[RAW DATA]
------------

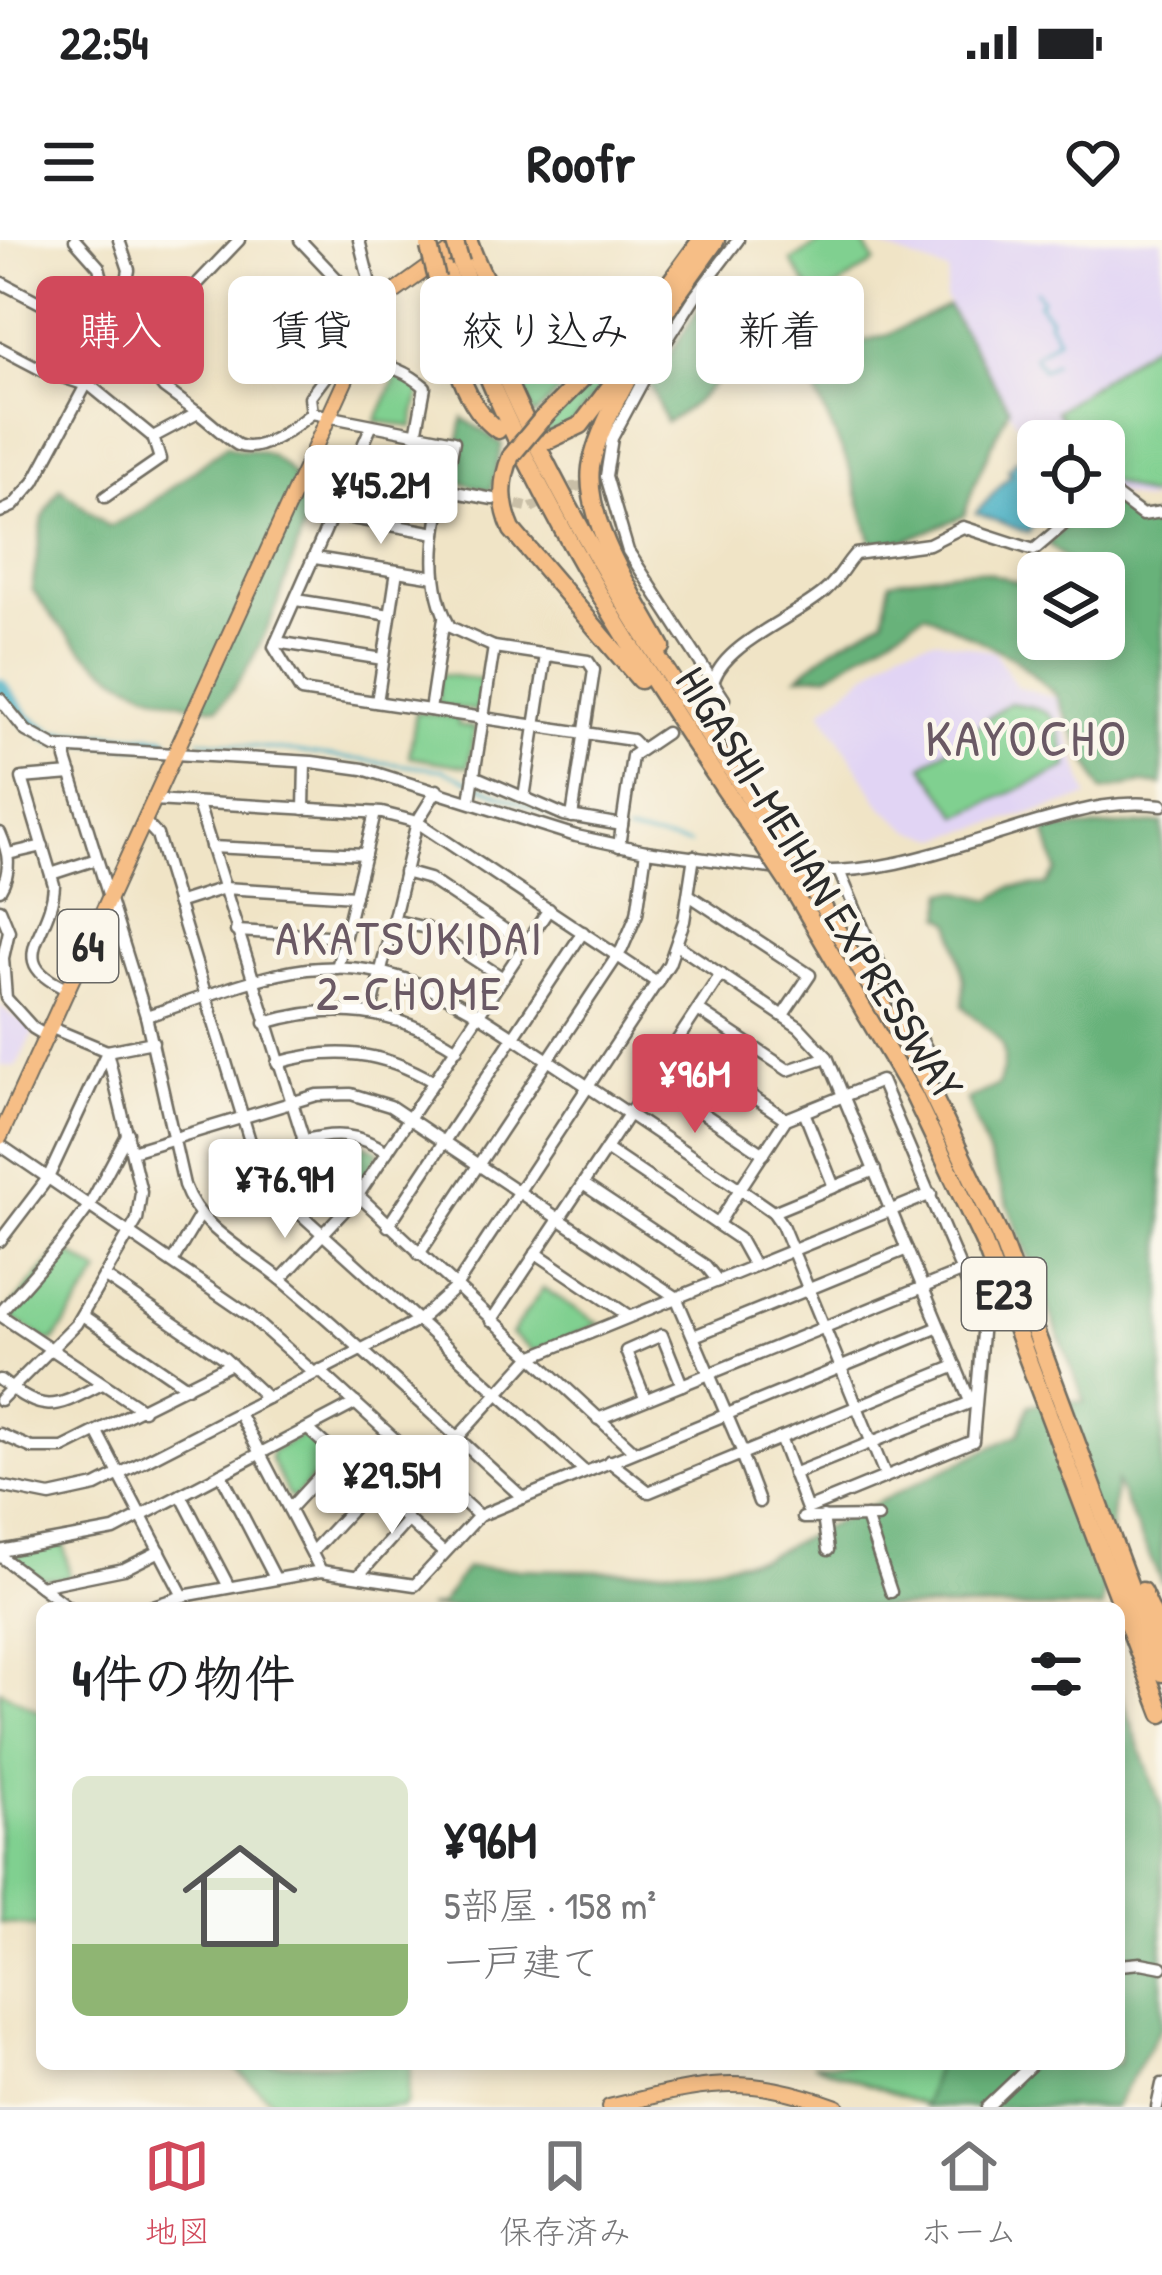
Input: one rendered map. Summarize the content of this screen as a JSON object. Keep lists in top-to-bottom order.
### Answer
{
  "streets": {
    "highway": ["HIGASHI-MEIHAN EXPRESSWAY", "E23"],
    "main road": ["64"]
  },
  "crossings": [
    ["HIGASHI-MEIHAN EXPRESSWAY", "64"]
  ],
  "districts": ["KAYOCHO", "AKATSUKIDAI 2-CHOME"],
  "page": {
    "status": "22:54",
    "header": "Roofr",
    "chip": [
      "購入",
      "賃貸",
      "絞り込み",
      "新着"
    ],
    "price": [
      "¥45.2M",
      "¥96M",
      "¥76.9M",
      "¥29.5M"
    ],
    "heading": "4件の物件",
    "list": [
      {
        "name": "¥96M",
        "note": "5部屋 · 158 m² · 一戸建て"
      }
    ],
    "tabs": ["地図", "保存済み", "ホーム"]
  }
}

------------

[WORK TO BE COMPLETED]
Give back the material above exactly, but without its images.

[EXERCISE SOLUTION]
Input: one rendered map. Summarize the content of this screen as a JSON object. Keep lists in top-to-bottom order.
### Answer
{
  "streets": {
    "highway": ["HIGASHI-MEIHAN EXPRESSWAY", "E23"],
    "main road": ["64"]
  },
  "crossings": [
    ["HIGASHI-MEIHAN EXPRESSWAY", "64"]
  ],
  "districts": ["KAYOCHO", "AKATSUKIDAI 2-CHOME"],
  "page": {
    "status": "22:54",
    "header": "Roofr",
    "chip": [
      "購入",
      "賃貸",
      "絞り込み",
      "新着"
    ],
    "price": [
      "¥45.2M",
      "¥96M",
      "¥76.9M",
      "¥29.5M"
    ],
    "heading": "4件の物件",
    "list": [
      {
        "name": "¥96M",
        "note": "5部屋 · 158 m² · 一戸建て"
      }
    ],
    "tabs": ["地図", "保存済み", "ホーム"]
  }
}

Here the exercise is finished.